Variole du singe: en Chine, tout contact avec des étrangers déconseillé

Un haut représentant des services de santé chinois a recommandé à la population d’éviter tout « contact direct peau à peau avec des étrangers » après l’apparition du premier cas de variole du singe dans le pays.

La Chine a enregistré vendredi son premier cas, chez une personne récemment entrée dans le pays et se trouvant en quarantaine.

« Pour prévenir toute infection à la variole du singe », Wu Zunyou, chef épidémiologiste au Centre chinois pour le contrôle et la prévention des maladies, a formulé plusieurs recommandations.

« N’ayez pas de contact direct peau à peau avec des étrangers », a notamment écrit sur le réseau social Weibo.

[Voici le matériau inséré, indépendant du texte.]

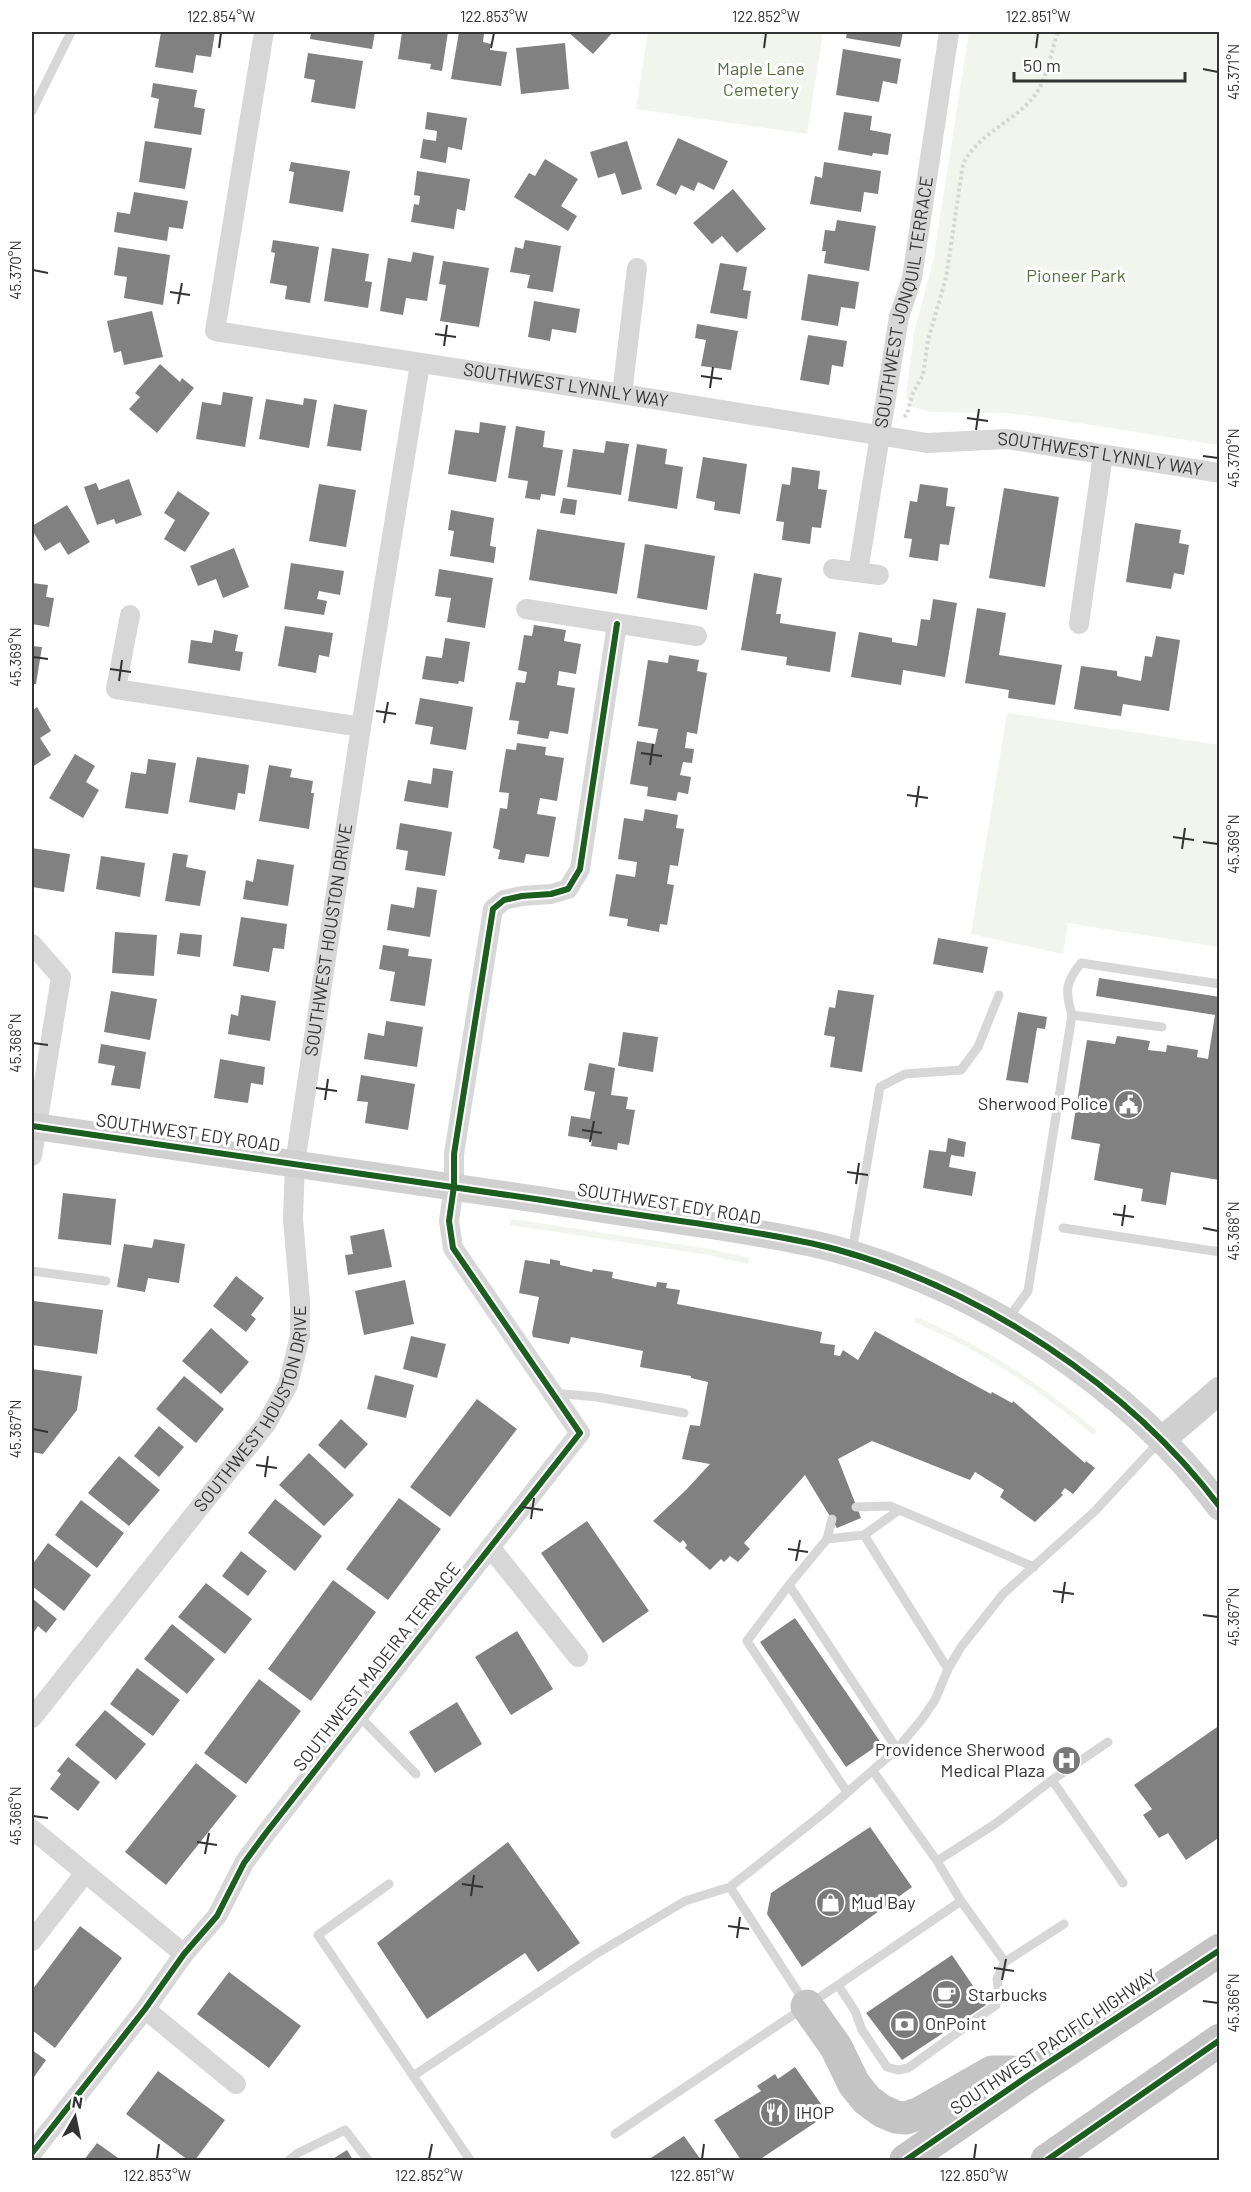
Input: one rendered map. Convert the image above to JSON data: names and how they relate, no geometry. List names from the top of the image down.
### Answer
{
  "streets": {
    "highway": ["SOUTHWEST PACIFIC HIGHWAY"],
    "main road": ["SOUTHWEST EDY ROAD"],
    "street": [
      "SOUTHWEST JONQUIL TERRACE",
      "SOUTHWEST LYNNLY WAY",
      "SOUTHWEST HOUSTON DRIVE",
      "SOUTHWEST MADEIRA TERRACE"
    ]
  },
  "crossings": [
    ["SOUTHWEST JONQUIL TERRACE", "SOUTHWEST LYNNLY WAY"],
    ["SOUTHWEST LYNNLY WAY", "SOUTHWEST HOUSTON DRIVE"],
    ["SOUTHWEST HOUSTON DRIVE", "SOUTHWEST EDY ROAD"],
    ["SOUTHWEST EDY ROAD", "SOUTHWEST MADEIRA TERRACE"]
  ],
  "parks": ["Maple Lane Cemetery", "Pioneer Park"],
  "places": {
    "public building": ["Sherwood Police"],
    "hospital": ["Providence Sherwood Medical Plaza"],
    "shop": ["Mud Bay"],
    "cafe": ["Starbucks"],
    "bank": ["OnPoint"],
    "restaurant": ["IHOP"]
  },
  "scale_bar": "50 m",
  "north": "top",
  "coordinates": [
    "122.854°W",
    "122.853°W",
    "122.852°W",
    "122.851°W",
    "45.371°N",
    "45.370°N",
    "45.369°N",
    "45.368°N",
    "45.367°N",
    "45.366°N",
    "122.850°W"
  ]
}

Figure de la lutte contre le Covid-19 en Chine, Wu Zunyou a aussi appelé la population a éviter ce genre de contact avec des personnes ayant été à l’étranger lors des trois semaines précédentes, ainsi qu’avec des « inconnus ».

Il a assuré que la stricte politique anti-Covid de la Chine, avec un contrôle aux frontières et une quarantaine obligatoire à l’arrivée, a permis d’éviter jusqu’à présent l’expansion de la variole du singe sur le territoire, mettant en garde contre le risque de laisser des cas « passer à travers le filet ».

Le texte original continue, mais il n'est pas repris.